A recent anti-Israel demonstration at the University of Michigan that was allowed to take place during Rosh Hashana — when most Jews would be off campus — is reflective of a wider attitude on campus, a Jewish student wrote.

By: Lea Speyer, The Algemeiner

In an oped last Thursday in the student newspaper, The Michigan Daily, University of Michigan student Gabrielle Roth said, “We are told we don’t know how it feels to be ostracized and oppressed, and thus can’t participate in conversations revolving around diversity and inclusion.” However, she wrote, “One group’s pain and oppression shouldn’t be measured against another group’s pain and oppression — this is useless and hurtful.”

Roth expressed outrage over the “apartheid wall” and mock Israeli checkpoints erected on campus during the Jewish New Year, which she first learned about while she was at synagogue last Tuesday. She said she was “surprised to hear, between prayers, whispering’s from my peers: ‘There’s an anti-Israel wall in the middle of the Diag.’”

“To have [such a] display on a day when Israel’s advocates can’t adequately respond is conniving and corrosive to the dialogue many students who are passionate about the conflict have worked so hard to establish,” she wrote, adding that this is but one of many instances in which she felt “excluded from the larger narrative on this campus because of my Jewish identity.”

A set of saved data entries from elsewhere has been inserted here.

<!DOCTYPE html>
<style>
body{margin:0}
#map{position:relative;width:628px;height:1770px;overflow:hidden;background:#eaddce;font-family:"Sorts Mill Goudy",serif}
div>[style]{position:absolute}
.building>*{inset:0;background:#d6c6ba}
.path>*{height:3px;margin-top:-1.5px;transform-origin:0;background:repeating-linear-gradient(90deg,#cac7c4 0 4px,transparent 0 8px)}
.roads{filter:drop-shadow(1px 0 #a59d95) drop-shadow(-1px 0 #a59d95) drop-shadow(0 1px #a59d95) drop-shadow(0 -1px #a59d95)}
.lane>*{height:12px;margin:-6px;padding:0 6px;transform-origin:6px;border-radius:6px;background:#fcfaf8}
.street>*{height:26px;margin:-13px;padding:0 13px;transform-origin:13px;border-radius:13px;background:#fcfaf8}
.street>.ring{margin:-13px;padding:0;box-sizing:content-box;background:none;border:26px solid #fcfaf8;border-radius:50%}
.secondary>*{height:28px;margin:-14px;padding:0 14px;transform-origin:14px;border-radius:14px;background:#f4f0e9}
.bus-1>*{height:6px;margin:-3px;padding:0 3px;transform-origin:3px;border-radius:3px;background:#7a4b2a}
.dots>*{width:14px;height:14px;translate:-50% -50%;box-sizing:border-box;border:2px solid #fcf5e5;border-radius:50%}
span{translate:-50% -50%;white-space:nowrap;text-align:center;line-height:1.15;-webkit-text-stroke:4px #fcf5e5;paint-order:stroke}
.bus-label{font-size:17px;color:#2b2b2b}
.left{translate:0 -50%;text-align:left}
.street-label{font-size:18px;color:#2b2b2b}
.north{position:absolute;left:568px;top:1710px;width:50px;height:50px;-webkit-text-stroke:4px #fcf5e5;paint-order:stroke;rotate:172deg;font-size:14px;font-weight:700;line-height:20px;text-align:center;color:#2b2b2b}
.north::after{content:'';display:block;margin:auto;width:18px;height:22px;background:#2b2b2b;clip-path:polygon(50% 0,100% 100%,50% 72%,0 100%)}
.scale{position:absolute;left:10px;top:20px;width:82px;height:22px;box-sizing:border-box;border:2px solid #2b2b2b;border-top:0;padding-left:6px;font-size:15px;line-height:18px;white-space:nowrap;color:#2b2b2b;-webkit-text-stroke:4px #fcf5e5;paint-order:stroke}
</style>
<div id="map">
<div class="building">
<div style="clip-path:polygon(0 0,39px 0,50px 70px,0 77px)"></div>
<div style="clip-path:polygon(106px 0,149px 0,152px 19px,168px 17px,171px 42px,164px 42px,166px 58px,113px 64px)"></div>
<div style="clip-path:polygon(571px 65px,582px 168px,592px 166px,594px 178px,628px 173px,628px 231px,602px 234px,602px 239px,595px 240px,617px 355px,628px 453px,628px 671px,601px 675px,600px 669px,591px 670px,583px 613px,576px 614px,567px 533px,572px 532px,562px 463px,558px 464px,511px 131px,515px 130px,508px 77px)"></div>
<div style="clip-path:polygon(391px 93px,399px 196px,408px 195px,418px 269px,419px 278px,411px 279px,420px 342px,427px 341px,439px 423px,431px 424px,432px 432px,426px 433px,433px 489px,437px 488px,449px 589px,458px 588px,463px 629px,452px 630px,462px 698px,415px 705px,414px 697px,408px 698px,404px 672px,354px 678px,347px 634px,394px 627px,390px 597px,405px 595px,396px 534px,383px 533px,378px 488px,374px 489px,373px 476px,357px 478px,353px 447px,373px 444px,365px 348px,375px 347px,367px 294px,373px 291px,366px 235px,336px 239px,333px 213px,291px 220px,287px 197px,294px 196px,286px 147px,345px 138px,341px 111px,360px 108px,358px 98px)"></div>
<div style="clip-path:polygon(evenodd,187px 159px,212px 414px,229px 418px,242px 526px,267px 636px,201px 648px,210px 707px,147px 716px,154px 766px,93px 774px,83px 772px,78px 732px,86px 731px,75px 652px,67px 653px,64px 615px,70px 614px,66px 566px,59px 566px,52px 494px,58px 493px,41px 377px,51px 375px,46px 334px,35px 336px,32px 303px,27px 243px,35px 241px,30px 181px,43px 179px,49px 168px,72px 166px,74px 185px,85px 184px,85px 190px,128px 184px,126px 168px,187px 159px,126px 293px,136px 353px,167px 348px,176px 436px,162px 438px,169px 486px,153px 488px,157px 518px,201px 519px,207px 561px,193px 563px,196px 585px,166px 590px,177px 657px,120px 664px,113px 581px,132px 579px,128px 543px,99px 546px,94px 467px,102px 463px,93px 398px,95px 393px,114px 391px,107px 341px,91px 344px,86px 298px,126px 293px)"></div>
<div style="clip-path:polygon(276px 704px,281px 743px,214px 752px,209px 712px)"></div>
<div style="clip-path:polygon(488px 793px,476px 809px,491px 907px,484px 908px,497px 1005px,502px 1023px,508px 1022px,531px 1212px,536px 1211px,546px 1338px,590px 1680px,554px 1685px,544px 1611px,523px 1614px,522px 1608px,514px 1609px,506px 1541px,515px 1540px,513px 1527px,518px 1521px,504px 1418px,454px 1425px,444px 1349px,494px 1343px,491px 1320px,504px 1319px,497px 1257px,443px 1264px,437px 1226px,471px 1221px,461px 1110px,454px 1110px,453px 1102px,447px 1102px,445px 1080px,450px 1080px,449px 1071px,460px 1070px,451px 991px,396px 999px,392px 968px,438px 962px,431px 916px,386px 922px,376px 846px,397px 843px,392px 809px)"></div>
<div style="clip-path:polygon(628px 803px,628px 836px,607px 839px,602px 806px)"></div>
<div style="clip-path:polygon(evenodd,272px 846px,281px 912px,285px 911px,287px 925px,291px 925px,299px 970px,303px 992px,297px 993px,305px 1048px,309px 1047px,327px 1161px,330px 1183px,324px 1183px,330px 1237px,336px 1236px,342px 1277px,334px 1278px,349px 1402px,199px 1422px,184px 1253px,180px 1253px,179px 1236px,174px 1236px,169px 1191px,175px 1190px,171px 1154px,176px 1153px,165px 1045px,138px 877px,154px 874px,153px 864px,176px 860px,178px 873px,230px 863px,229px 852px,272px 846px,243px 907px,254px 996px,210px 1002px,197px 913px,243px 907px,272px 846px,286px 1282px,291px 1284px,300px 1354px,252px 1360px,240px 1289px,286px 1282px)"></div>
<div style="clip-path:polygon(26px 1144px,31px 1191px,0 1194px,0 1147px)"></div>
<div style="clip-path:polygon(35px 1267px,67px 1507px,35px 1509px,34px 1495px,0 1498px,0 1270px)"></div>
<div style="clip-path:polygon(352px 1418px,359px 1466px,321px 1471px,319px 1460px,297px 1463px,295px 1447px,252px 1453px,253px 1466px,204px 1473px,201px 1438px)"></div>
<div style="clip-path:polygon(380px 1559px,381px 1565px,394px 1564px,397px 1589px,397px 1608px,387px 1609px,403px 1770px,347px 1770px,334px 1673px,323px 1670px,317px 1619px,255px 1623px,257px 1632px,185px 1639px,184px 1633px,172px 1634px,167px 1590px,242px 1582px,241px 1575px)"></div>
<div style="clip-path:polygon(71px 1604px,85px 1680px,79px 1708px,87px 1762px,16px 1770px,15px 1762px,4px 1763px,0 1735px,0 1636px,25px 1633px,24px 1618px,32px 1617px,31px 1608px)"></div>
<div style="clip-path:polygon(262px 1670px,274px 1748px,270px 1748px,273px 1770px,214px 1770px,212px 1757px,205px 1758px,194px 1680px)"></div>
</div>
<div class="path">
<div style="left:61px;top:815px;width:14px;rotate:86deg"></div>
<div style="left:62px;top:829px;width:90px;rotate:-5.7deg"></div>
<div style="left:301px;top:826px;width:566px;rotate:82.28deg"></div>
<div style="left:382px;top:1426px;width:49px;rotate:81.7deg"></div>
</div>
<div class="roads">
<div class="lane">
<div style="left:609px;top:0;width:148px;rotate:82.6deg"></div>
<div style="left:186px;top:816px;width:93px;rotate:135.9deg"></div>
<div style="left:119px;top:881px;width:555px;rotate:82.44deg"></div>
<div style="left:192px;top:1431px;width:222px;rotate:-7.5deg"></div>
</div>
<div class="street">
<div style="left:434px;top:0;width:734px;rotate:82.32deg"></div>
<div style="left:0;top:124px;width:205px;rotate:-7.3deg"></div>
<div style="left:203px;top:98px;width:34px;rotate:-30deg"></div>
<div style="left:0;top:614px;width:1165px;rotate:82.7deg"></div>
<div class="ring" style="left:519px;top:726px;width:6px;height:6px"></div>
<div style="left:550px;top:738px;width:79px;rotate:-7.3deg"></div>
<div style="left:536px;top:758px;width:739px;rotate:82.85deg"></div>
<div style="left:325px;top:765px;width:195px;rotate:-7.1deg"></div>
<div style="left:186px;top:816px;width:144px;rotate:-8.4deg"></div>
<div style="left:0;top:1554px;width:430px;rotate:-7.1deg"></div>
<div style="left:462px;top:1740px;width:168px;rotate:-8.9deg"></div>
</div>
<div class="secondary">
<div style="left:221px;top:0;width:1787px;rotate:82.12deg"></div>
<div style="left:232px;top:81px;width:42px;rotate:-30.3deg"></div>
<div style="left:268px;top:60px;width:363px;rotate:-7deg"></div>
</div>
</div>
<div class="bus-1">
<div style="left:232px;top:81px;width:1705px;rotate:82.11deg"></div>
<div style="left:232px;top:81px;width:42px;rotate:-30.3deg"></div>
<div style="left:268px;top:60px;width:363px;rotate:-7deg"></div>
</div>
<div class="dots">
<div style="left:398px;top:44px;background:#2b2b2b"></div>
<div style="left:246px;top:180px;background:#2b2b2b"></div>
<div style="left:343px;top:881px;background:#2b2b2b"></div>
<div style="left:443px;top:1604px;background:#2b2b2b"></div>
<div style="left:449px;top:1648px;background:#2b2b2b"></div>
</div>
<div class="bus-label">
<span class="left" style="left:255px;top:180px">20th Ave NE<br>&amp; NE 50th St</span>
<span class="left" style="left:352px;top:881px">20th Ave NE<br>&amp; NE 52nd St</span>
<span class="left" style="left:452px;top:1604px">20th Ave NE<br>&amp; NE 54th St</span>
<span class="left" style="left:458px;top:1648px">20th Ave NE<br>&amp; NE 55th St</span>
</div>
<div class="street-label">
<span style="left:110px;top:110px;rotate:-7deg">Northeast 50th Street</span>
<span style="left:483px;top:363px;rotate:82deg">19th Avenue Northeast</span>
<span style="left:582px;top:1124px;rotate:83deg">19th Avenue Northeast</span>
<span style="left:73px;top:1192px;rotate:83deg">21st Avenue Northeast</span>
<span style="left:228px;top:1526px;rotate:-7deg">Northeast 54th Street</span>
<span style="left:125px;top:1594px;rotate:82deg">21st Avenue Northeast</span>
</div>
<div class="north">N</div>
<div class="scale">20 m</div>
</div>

Students Allied for Freedom and Equality (SAFE) — the anti-Israel group behind the display — “has tactfully chosen to demonize Israel when its Jewish supporters were unable to participate in the conversation.”

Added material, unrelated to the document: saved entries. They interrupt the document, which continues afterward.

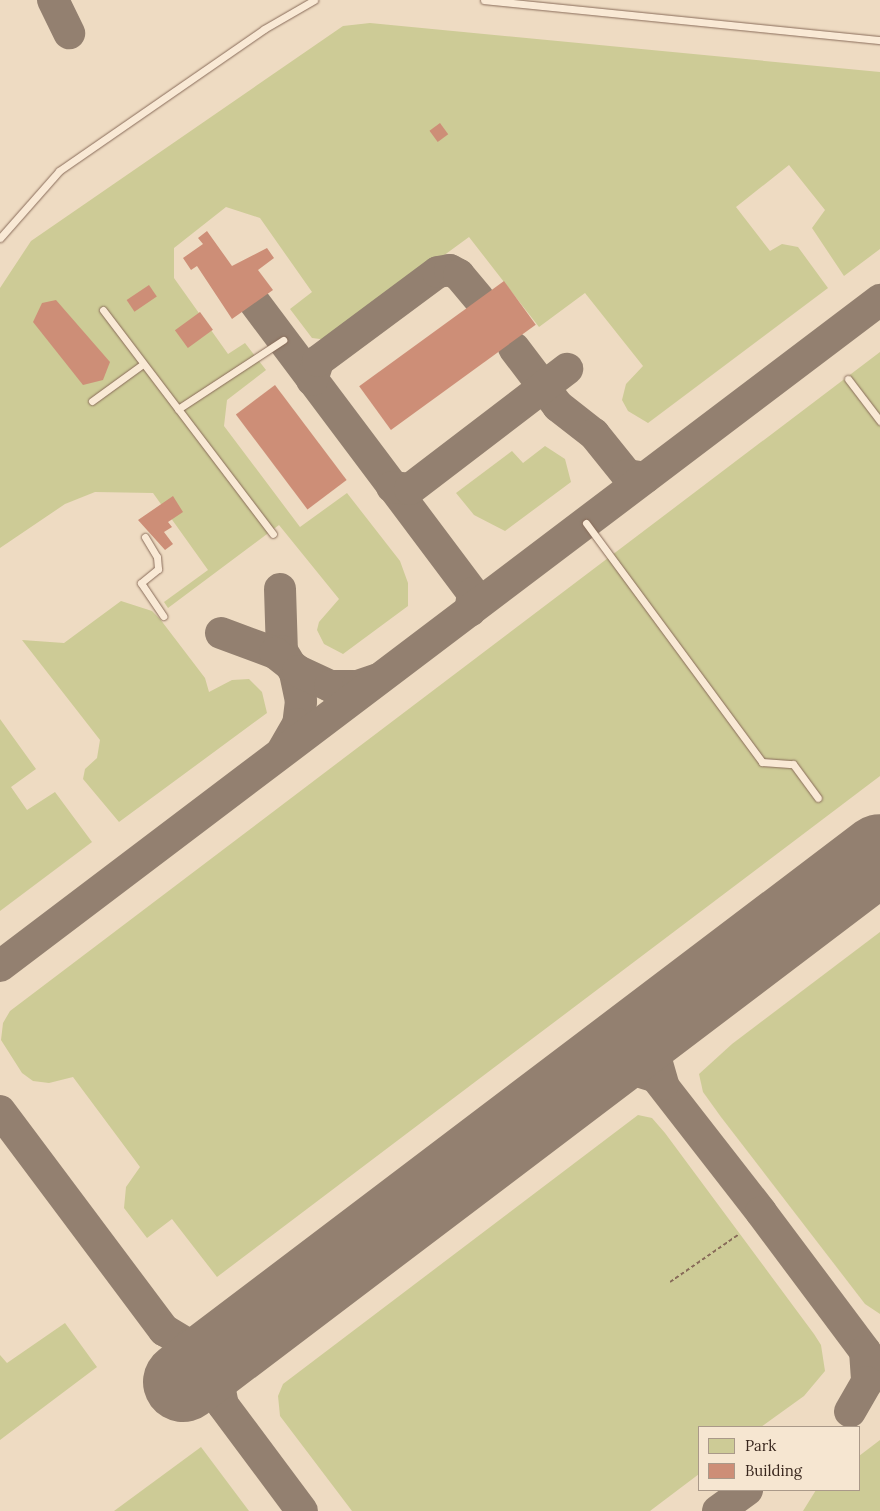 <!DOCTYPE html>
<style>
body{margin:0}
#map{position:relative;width:880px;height:1511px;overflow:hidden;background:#eedbc2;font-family:Lora,serif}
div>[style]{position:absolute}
.green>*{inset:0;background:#cdcb96}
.taxiway>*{height:32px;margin:-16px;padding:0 16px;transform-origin:16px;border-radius:16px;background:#938070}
.runway>*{height:80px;margin:-40px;padding:0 40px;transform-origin:40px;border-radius:40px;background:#938070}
.building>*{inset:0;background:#cd8e77;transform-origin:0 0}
.path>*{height:2px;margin-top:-1px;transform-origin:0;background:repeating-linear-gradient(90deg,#886b59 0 4px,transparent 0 6.5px)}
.roads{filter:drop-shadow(0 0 1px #886b59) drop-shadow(0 0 1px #886b59)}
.service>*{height:7px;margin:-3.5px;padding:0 3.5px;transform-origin:3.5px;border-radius:3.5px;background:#f9e9d5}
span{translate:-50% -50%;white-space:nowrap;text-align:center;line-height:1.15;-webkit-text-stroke:4px #f6e6d1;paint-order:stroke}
.legend{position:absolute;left:698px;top:1426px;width:162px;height:65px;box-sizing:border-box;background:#f6e6d1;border:1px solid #aa9989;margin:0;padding:6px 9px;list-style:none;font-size:15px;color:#38261d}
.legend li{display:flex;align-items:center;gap:10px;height:25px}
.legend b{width:25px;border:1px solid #aa9989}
</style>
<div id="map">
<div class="green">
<div style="clip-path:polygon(370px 23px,880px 72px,880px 249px,844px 276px,812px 228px,825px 210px,789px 165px,736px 207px,770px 251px,782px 244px,798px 247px,828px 288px,648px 423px,628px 411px,622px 400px,626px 384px,643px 366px,585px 293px,539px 327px,469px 237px,328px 340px,312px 338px,290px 309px,312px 292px,260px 218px,226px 207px,174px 248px,174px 278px,228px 354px,245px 343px,266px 370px,227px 400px,224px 426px,300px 527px,347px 493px,400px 561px,408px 583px,408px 606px,343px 654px,324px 644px,317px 630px,319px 622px,339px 599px,279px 525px,168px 608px,164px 602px,208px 570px,153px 493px,95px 492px,65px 504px,0 548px,0 288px,31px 241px,343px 26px)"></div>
<div style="clip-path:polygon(880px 352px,880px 776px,217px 1277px,172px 1219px,147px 1238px,124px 1208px,126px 1187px,140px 1167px,73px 1077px,49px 1083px,33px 1081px,22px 1073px,1px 1040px,3px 1023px,10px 1011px)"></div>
<div style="clip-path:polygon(545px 446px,565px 459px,571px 482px,505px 531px,474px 515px,456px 493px,512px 451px,523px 463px)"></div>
<div style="clip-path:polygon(121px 601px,152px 611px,160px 619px,205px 678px,209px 692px,232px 680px,249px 679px,262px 692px,267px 713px,119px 822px,83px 779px,85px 769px,97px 758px,100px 740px,22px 640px,64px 643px)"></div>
<div style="clip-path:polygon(0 719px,36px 769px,11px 787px,27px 810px,55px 792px,92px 842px,0 911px)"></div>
<div style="clip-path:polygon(880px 932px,880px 1314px,865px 1304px,721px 1117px,703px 1092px,699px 1074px,732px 1044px)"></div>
<div style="clip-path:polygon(638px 1115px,652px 1118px,665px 1133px,814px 1334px,821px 1345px,825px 1371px,804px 1396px,761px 1427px,699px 1427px,699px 1474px,650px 1511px,352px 1511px,280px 1416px,278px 1396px,283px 1384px)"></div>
<div style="clip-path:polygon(65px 1323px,97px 1367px,0 1440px,0 1355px,7px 1363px)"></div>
<div style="clip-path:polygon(880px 1440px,880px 1511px,803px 1511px,816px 1490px,859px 1490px,859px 1456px)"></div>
<div style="clip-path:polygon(201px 1447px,249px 1511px,114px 1511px)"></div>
</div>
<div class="taxiway">
<div style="left:53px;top:0;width:37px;rotate:64deg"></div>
<div style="left:255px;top:303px;width:363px;rotate:53.1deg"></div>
<div style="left:473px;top:593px;width:18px;rotate:99deg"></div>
<div style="left:514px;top:348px;width:73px;rotate:52.8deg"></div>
<div style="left:558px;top:406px;width:46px;rotate:37.9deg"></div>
<div style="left:594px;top:434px;width:53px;rotate:51.2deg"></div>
<div style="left:627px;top:475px;width:18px;rotate:9deg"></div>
<div style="left:312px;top:380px;width:20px;rotate:-72deg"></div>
<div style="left:318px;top:361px;width:149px;rotate:-36.6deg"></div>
<div style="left:438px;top:272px;width:12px;rotate:-9deg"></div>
<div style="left:450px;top:270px;width:10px;rotate:29deg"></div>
<div style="left:459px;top:275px;width:30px;rotate:50deg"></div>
<div style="left:392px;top:487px;width:18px;rotate:6deg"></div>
<div style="left:410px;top:489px;width:198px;rotate:-37.4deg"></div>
<div style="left:280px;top:589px;width:62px;rotate:88.2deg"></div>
<div style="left:282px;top:651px;width:26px;rotate:59deg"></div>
<div style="left:295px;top:673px;width:29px;rotate:78deg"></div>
<div style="left:301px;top:701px;width:23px;rotate:97deg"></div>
<div style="left:298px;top:724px;width:30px;rotate:120deg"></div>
<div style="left:221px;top:633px;width:58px;rotate:20.3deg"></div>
<div style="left:275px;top:653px;width:29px;rotate:38deg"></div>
<div style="left:298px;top:671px;width:35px;rotate:25deg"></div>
<div style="left:330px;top:686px;width:28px"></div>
<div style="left:358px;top:686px;width:21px;rotate:-19deg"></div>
<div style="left:0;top:966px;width:1104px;rotate:-37.12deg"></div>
<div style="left:594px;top:1071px;width:30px;rotate:-8deg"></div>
<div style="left:624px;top:1067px;width:34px;rotate:17deg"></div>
<div style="left:656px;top:1077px;width:171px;rotate:52.1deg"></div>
<div style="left:761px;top:1212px;width:174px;rotate:53.2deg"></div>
<div style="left:865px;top:1351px;width:31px;rotate:86deg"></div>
<div style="left:867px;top:1382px;width:34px;rotate:120deg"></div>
<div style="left:663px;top:1084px;width:29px;rotate:-106deg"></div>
<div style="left:655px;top:1056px;width:44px;rotate:-71.6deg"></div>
<div style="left:0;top:1111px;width:274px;rotate:53.2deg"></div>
<div style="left:164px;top:1330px;width:29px;rotate:31deg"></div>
<div style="left:189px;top:1345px;width:40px;rotate:1.4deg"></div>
<div style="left:229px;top:1346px;width:36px;rotate:108deg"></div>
<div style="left:218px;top:1380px;width:25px;rotate:79deg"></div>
<div style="left:223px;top:1405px;width:132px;rotate:53.3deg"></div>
<div style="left:718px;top:1511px;width:36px;rotate:-36deg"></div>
</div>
<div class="runway">
<div style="left:183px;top:1382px;width:874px;rotate:-37.15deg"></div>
</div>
<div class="building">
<div style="left:440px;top:123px;width:14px;height:13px;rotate:54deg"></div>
<div style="clip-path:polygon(207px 231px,232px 266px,267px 248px,274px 258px,258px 270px,273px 290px,232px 319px,197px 266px,191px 270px,183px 258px,203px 244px,198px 238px)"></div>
<div style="left:504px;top:281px;width:54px;height:179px;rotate:54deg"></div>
<div style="left:149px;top:285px;width:14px;height:27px;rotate:56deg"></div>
<div style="clip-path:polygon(56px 300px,110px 362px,103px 380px,83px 385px,33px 322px,42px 303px)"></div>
<div style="left:200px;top:312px;width:22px;height:31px;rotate:54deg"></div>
<div style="left:275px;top:385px;width:119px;height:49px;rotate:53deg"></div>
<div style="clip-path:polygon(173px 496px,183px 512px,168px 522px,172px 527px,164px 532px,173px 544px,165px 550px,138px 520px)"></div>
</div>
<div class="path">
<div style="left:670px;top:1282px;width:83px;rotate:-34.7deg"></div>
</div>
<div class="roads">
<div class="service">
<div style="left:484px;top:0;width:398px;rotate:5.8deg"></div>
<div style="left:0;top:238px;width:89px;rotate:-48.6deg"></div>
<div style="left:59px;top:171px;width:249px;rotate:-34.7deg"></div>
<div style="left:264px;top:29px;width:58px;rotate:-30.1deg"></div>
<div style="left:103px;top:310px;width:281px;rotate:52.8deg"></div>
<div style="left:848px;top:379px;width:53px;rotate:52.7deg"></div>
<div style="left:92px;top:401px;width:63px;rotate:-36deg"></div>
<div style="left:178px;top:409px;width:126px;rotate:-33.3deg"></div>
<div style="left:586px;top:523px;width:297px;rotate:53.6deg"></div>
<div style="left:762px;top:762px;width:31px;rotate:4deg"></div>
<div style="left:793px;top:764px;width:42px;rotate:53.7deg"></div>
<div style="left:145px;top:537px;width:23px;rotate:59deg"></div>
<div style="left:157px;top:557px;width:12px;rotate:85deg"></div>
<div style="left:158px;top:569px;width:22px;rotate:141deg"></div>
<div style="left:141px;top:583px;width:40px;rotate:56deg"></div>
</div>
</div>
<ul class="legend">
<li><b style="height:14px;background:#cdcb96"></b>Park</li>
<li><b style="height:14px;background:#cd8e77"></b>Building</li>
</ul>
</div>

Jewish students at the University of Michigan were “deeply offended” by the SAFE demonstration, which is part of Palestine Awareness Month. Those members of the Jewish community who remained on campus during the holiday were “left to cope…without the support of many of their peers,” the school’s student newspaper reported.

In response to the anti-Israel demonstration, students launched a petition calling on the school’s president, Dr. Mark Schlissel, to condemn the event and its props, writing in part, “We speak on behalf of many students in the Jewish and pro-Israel campus communities and we write that yesterday we felt ostracized and excluded as many of us sat in synagogue unable to share our stories.”

This is not the first time SAFE has sparked controversy at the University of Michigan. In 2015, the group filed an ethics complaint against a Jewish member of the student government, after he voiced criticism of an anti-Israel protest. Following a probe, the Central Student Government decided it would not seek disciplinary measures against him.